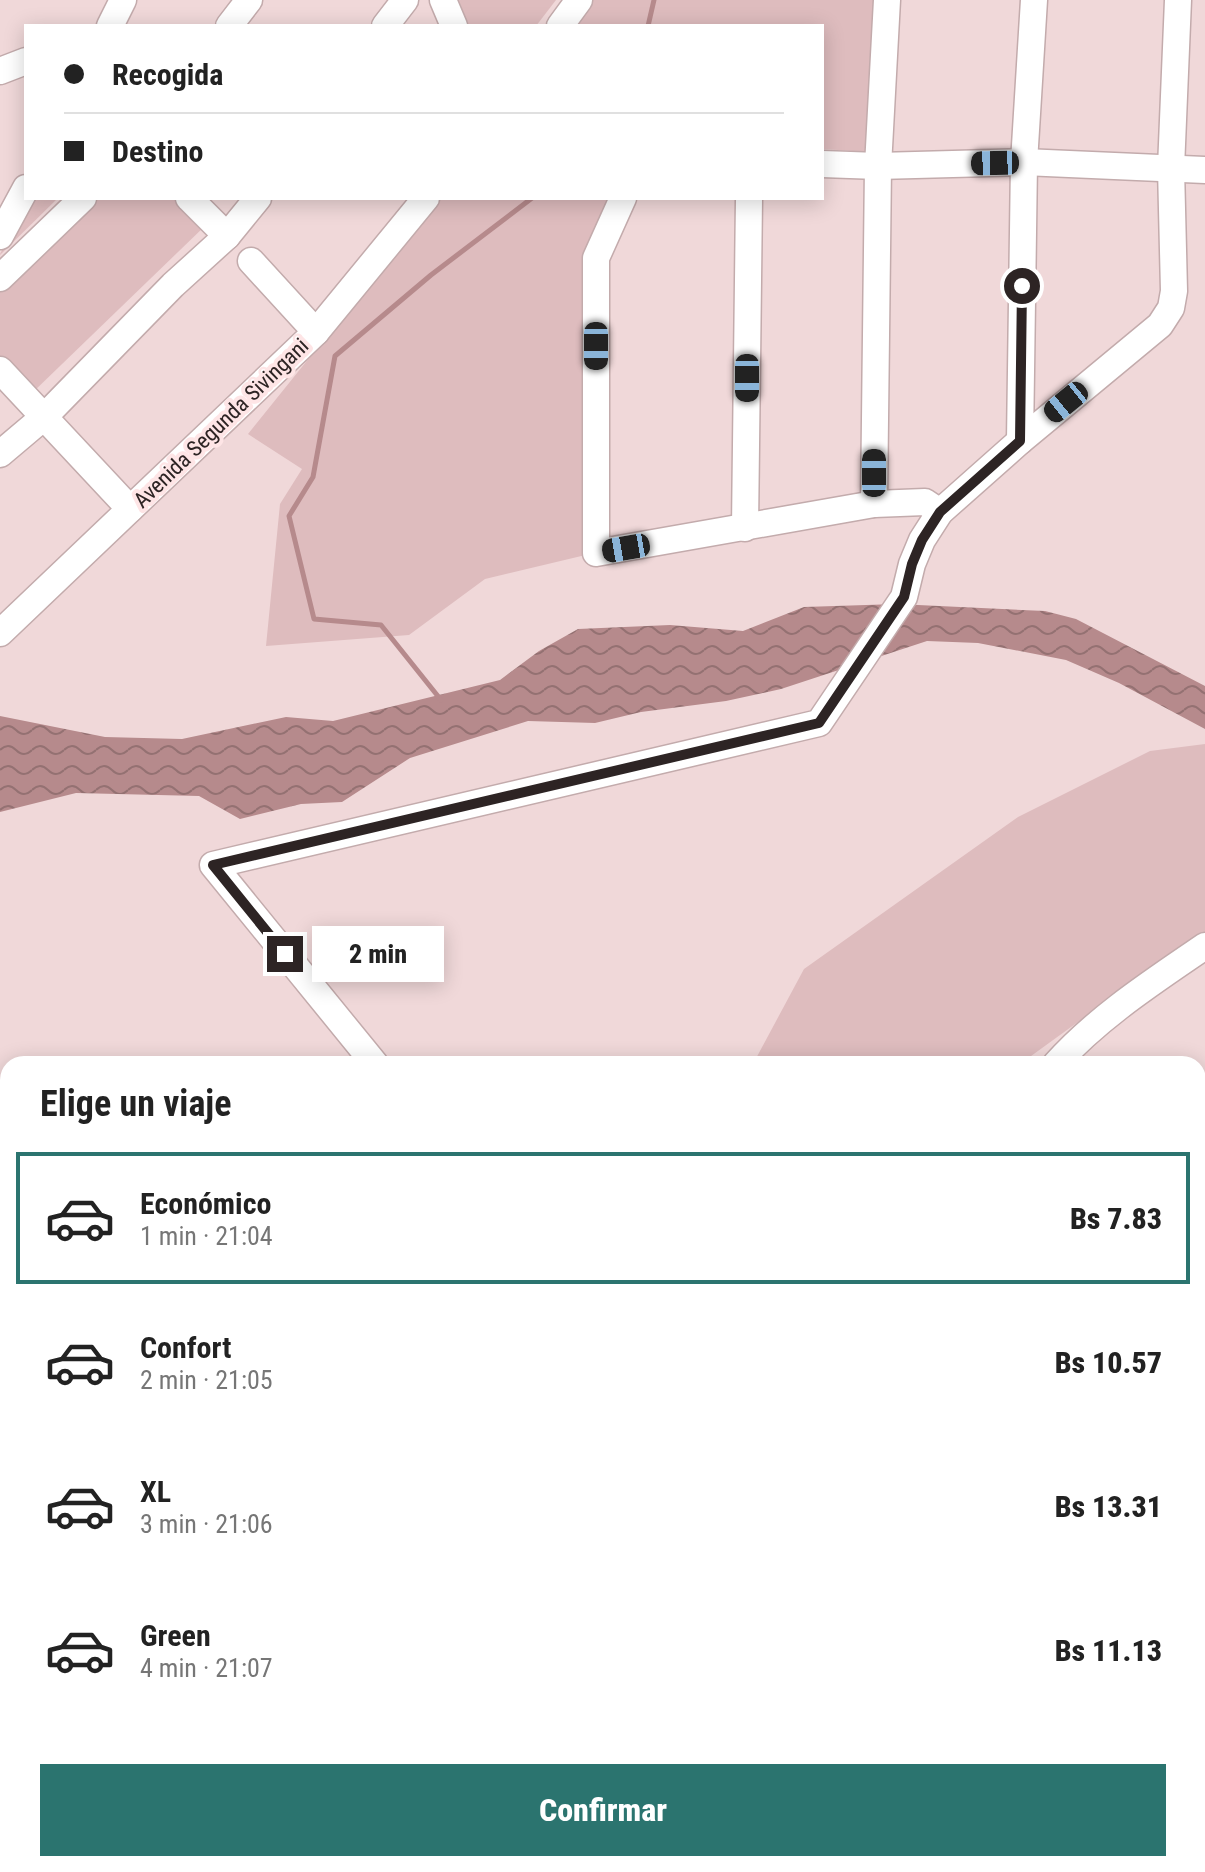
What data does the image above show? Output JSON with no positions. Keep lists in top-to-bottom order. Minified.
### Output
{"streets":{"street":["Avenida Segunda Sivingani"]},"page":{"banner":["Recogida","Destino"],"bubble":"2 min","heading":"Elige un viaje","list":[{"name":"Económico","note":"1 min · 21:04","value":"Bs 7.83"},{"name":"Confort","note":"2 min · 21:05","value":"Bs 10.57"},{"name":"XL","note":"3 min · 21:06","value":"Bs 13.31"},{"name":"Green","note":"4 min · 21:07","value":"Bs 11.13"}],"buttons":"Confirmar"}}
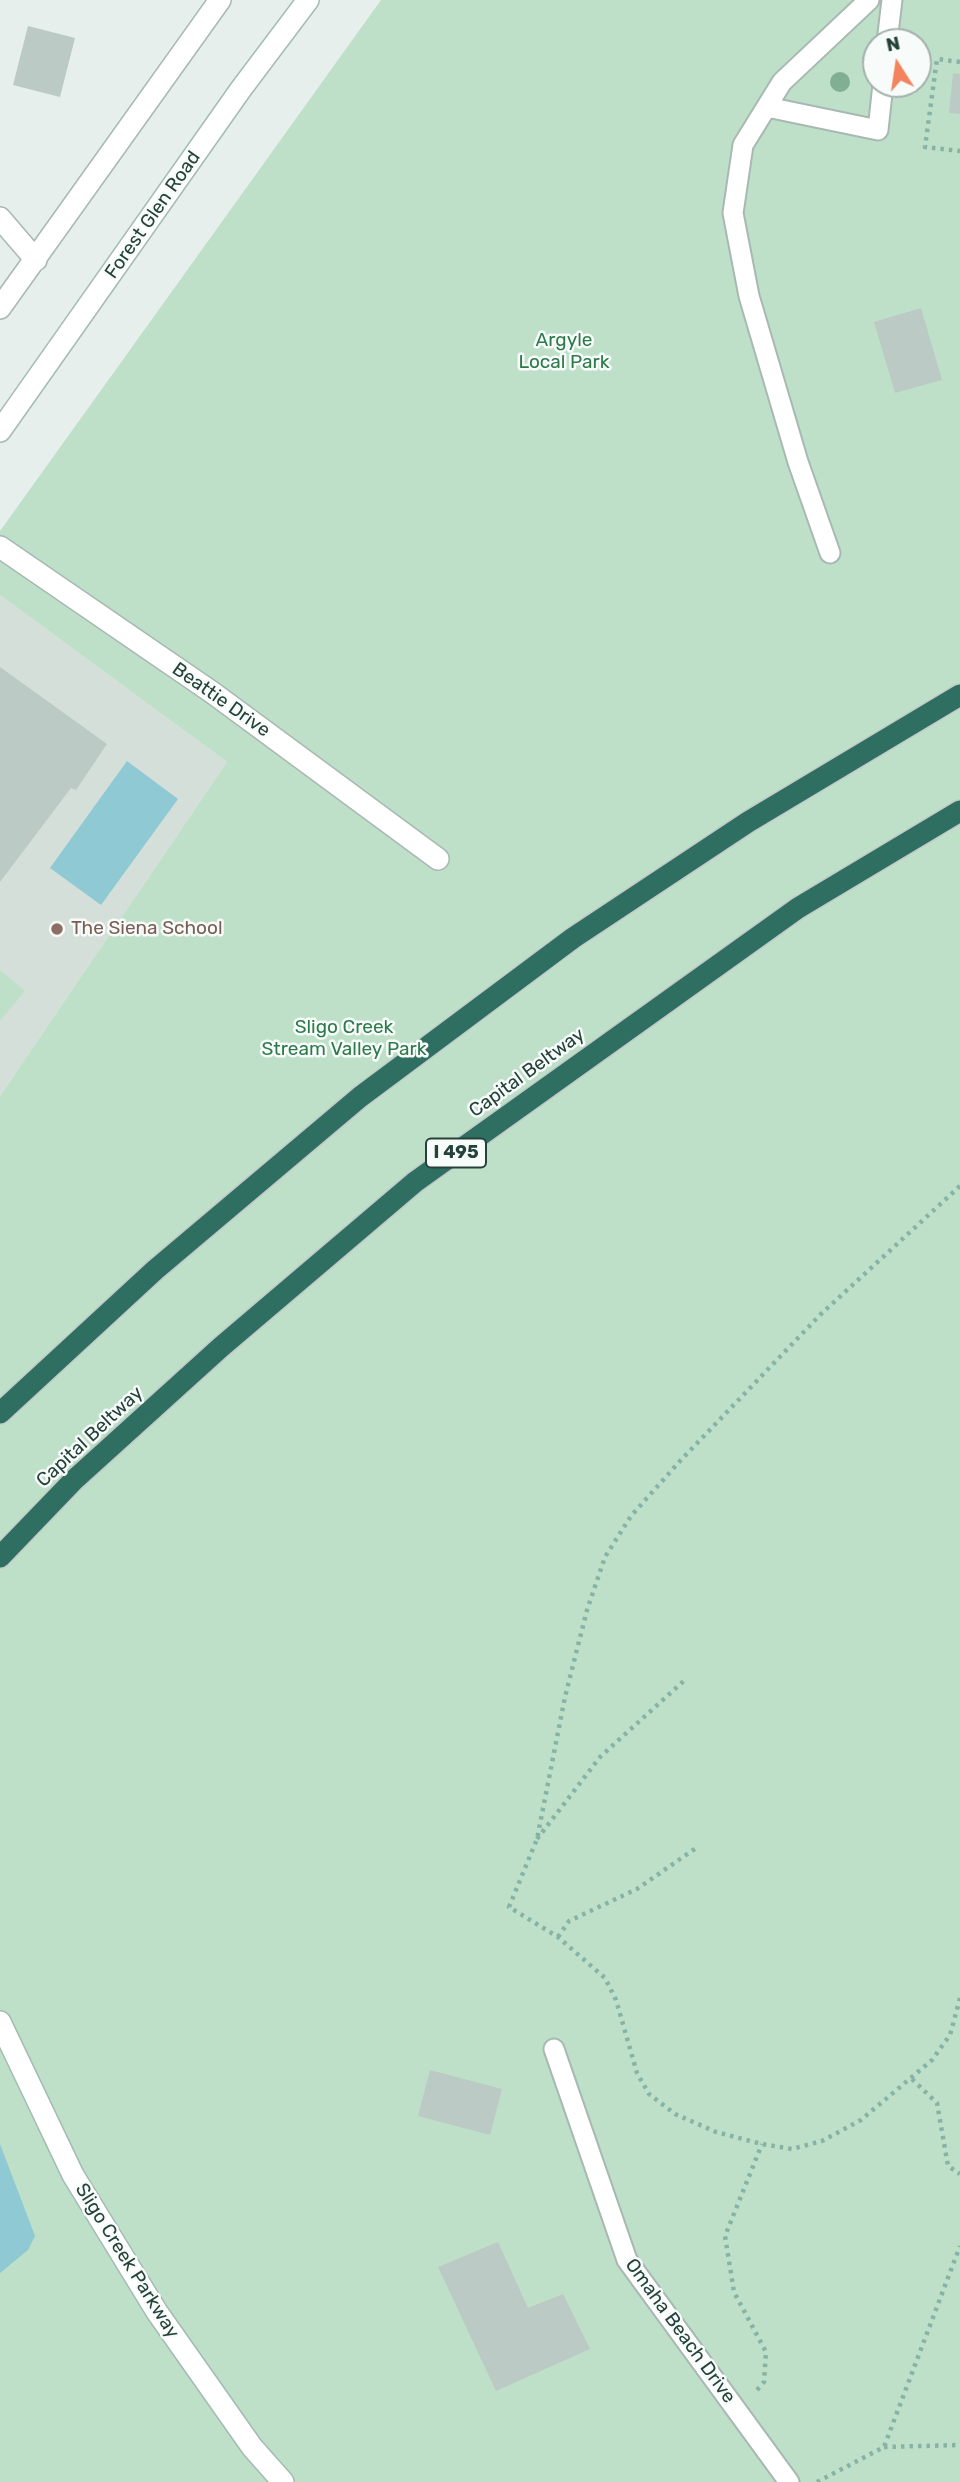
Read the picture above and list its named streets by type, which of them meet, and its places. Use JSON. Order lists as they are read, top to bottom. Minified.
{"streets":{"highway":["Capital Beltway","I 495"],"street":["Forest Glen Road","Beattie Drive","Sligo Creek Parkway"],"lane":["Omaha Beach Drive"]},"parks":["Argyle Local Park","Sligo Creek Stream Valley Park"],"places":["The Siena School"],"north":"top"}
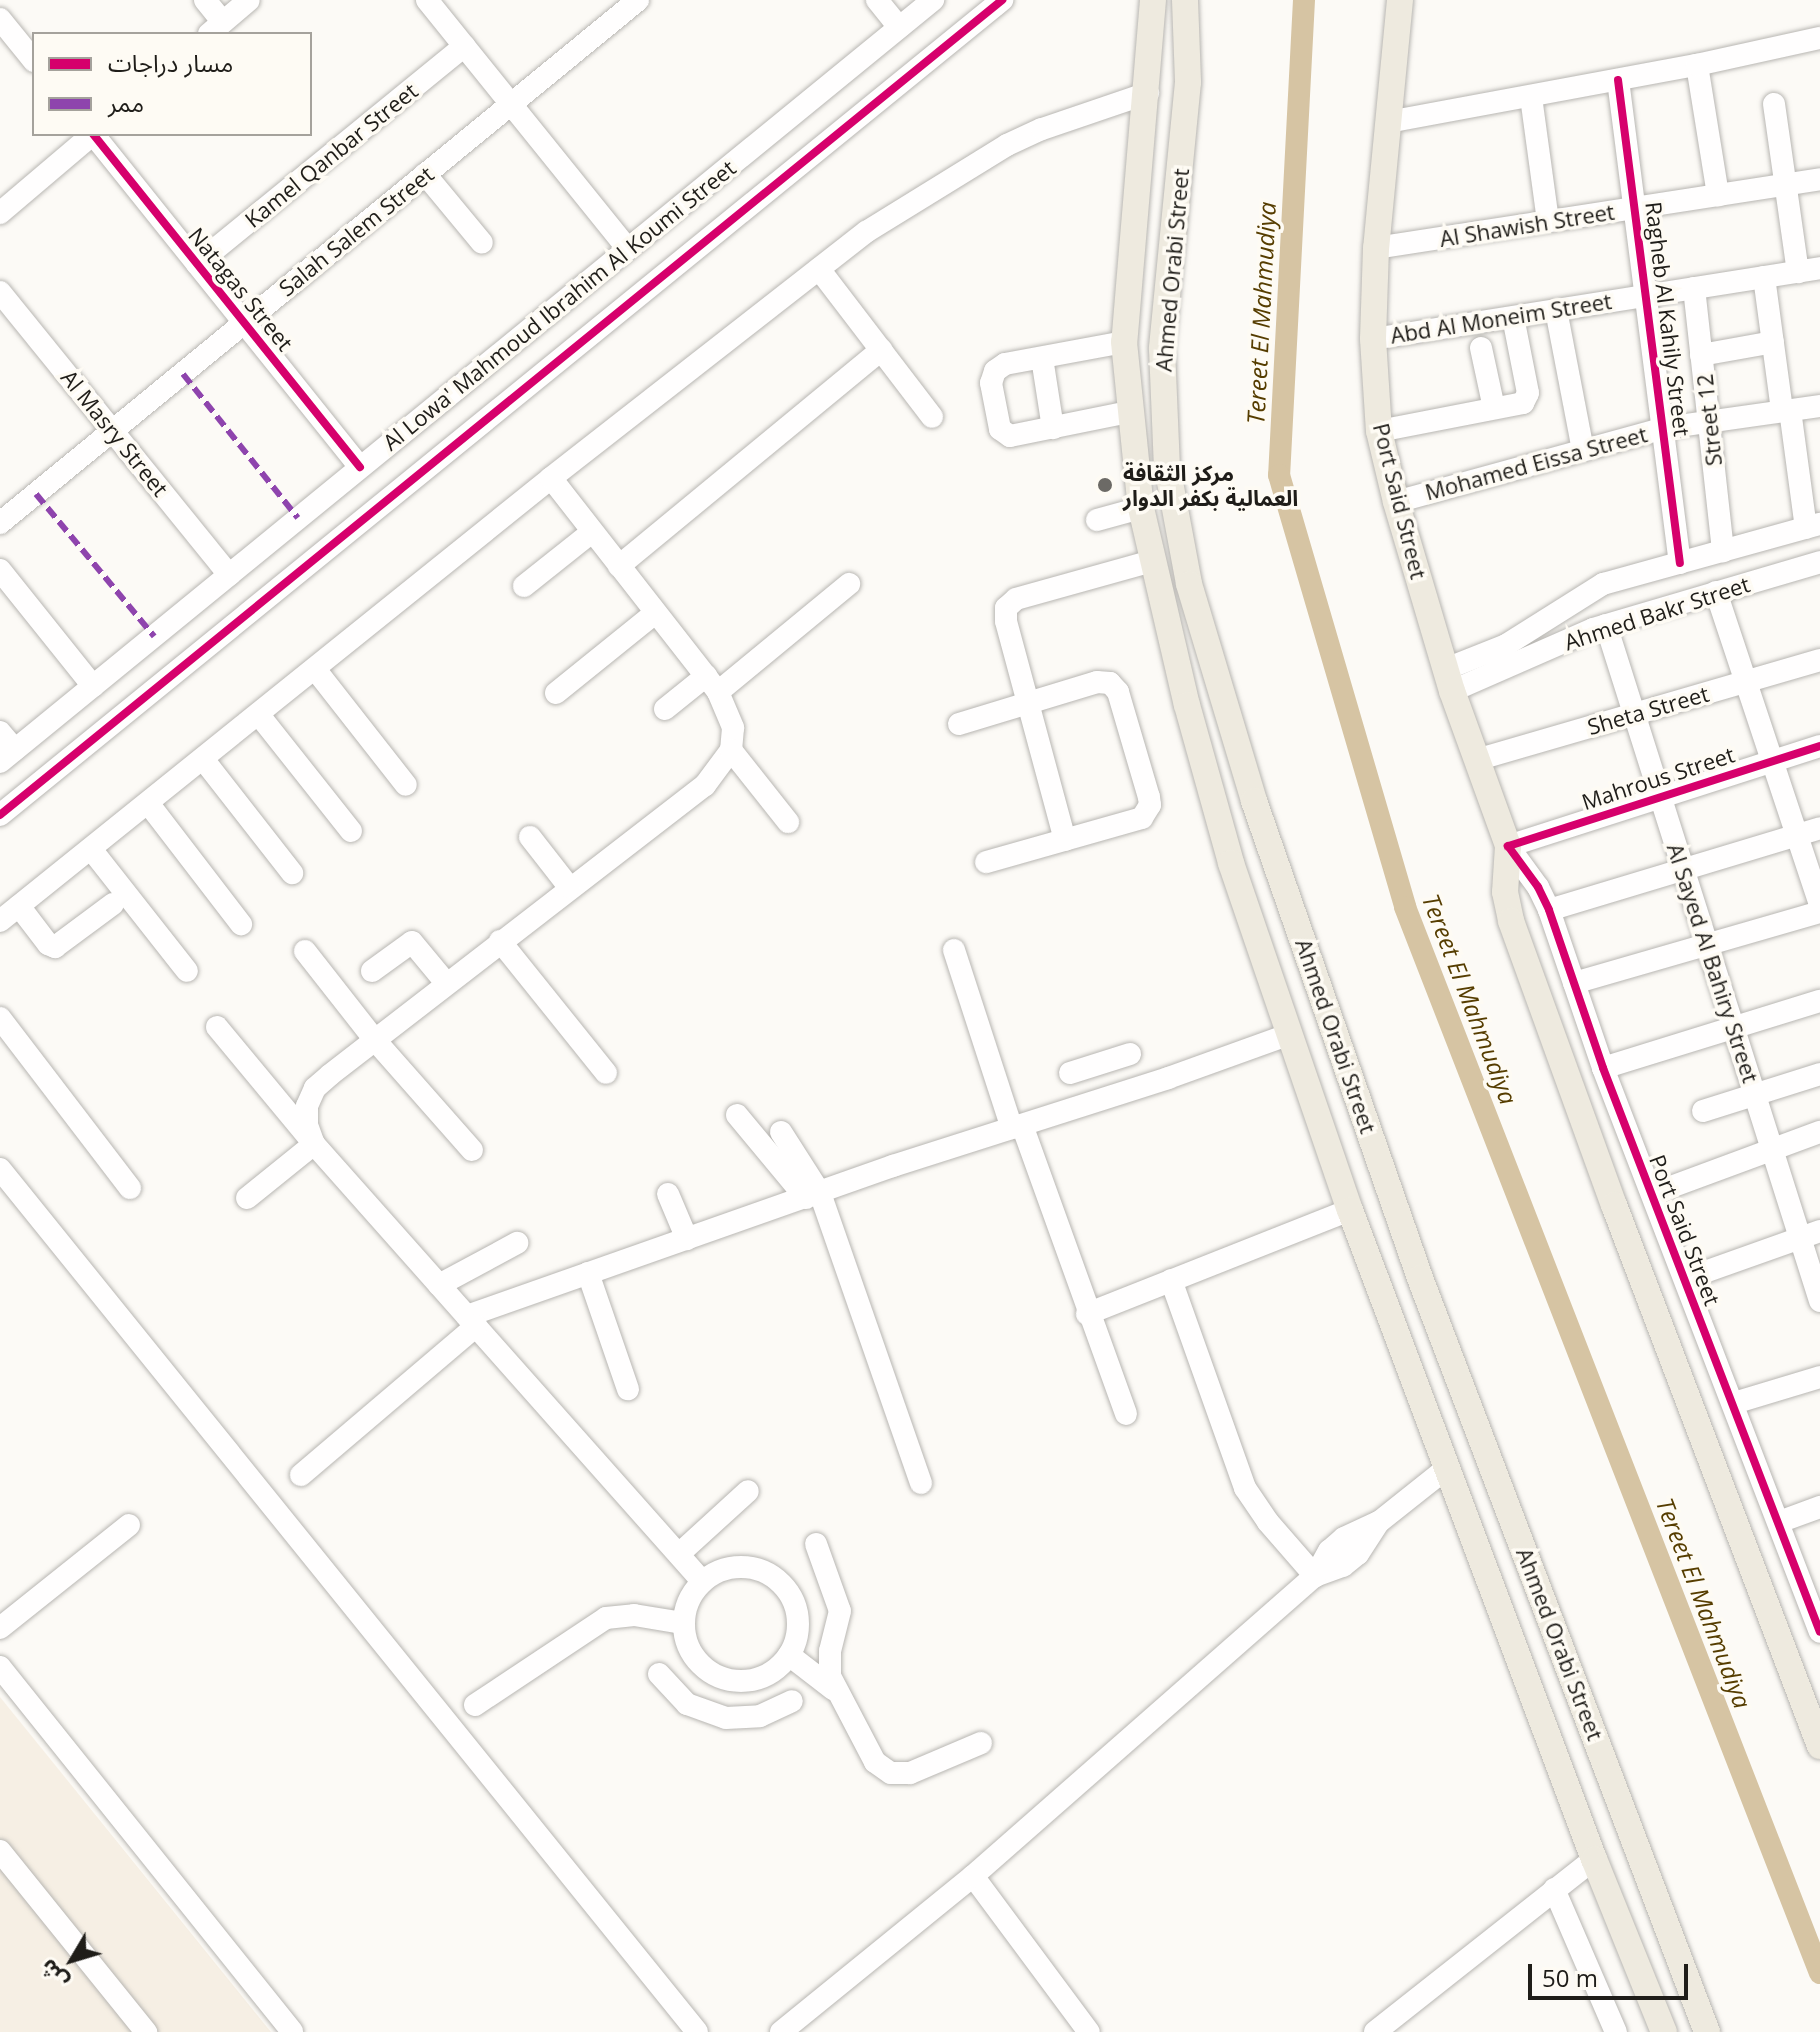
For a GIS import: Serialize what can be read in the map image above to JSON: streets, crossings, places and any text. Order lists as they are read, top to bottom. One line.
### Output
{"streets":{"main road":["Ahmed Orabi Street","Port Said Street"],"street":["Kamel Qanbar Street","Al Shawish Street","Salah Salem Street","Natagas Street","Al Lowa' Mahmoud Ibrahim Al Koumi Street","Abd Al Moneim Street","Ragheb Al Kahily Street","Street 12","Al Masry Street","Mohamed Eissa Street","Ahmed Bakr Street","Sheta Street","Mahrous Street","Al Sayed Al Bahiry Street"]},"crossings":[["Kamel Qanbar Street","Natagas Street"],["Al Shawish Street","Ragheb Al Kahily Street"],["Al Shawish Street","Port Said Street"],["Salah Salem Street","Natagas Street"],["Salah Salem Street","Al Masry Street"],["Natagas Street","Al Lowa' Mahmoud Ibrahim Al Koumi Street"],["Al Lowa' Mahmoud Ibrahim Al Koumi Street","Al Masry Street"],["Abd Al Moneim Street","Ragheb Al Kahily Street"],["Abd Al Moneim Street","Street 12"],["Abd Al Moneim Street","Port Said Street"],["Ragheb Al Kahily Street","Mohamed Eissa Street"],["Ragheb Al Kahily Street","Ahmed Bakr Street"],["Street 12","Mohamed Eissa Street"],["Street 12","Ahmed Bakr Street"],["Mohamed Eissa Street","Port Said Street"],["Port Said Street","Ahmed Bakr Street"],["Port Said Street","Sheta Street"],["Port Said Street","Mahrous Street"],["Ahmed Bakr Street","Al Sayed Al Bahiry Street"],["Sheta Street","Al Sayed Al Bahiry Street"],["Mahrous Street","Al Sayed Al Bahiry Street"]],"water":["Tereet El Mahmudiya"],"places":["مركز الثقافة العمالية بكفر الدوار"],"legend":["مسار دراجات","ممر"],"scale_bar":"50 m","north":"bottom left"}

__Exercise__: Reproduce the entries exactly, from the line with "Read the picture" to the line with "For a GIS import: Serialize", both lines included, keeping no pictures.

__Output below__:
Read the picture above and list its named streets by type, which of them meet, and its places. Use JSON. Order lists as they are read, top to bottom. Minified.
{"streets":{"highway":["Capital Beltway","I 495"],"street":["Forest Glen Road","Beattie Drive","Sligo Creek Parkway"],"lane":["Omaha Beach Drive"]},"parks":["Argyle Local Park","Sligo Creek Stream Valley Park"],"places":["The Siena School"],"north":"top"}
For a GIS import: Serialize what can be read in the map image above to JSON: streets, crossings, places and any text. Order lists as they are read, top to bottom. One line.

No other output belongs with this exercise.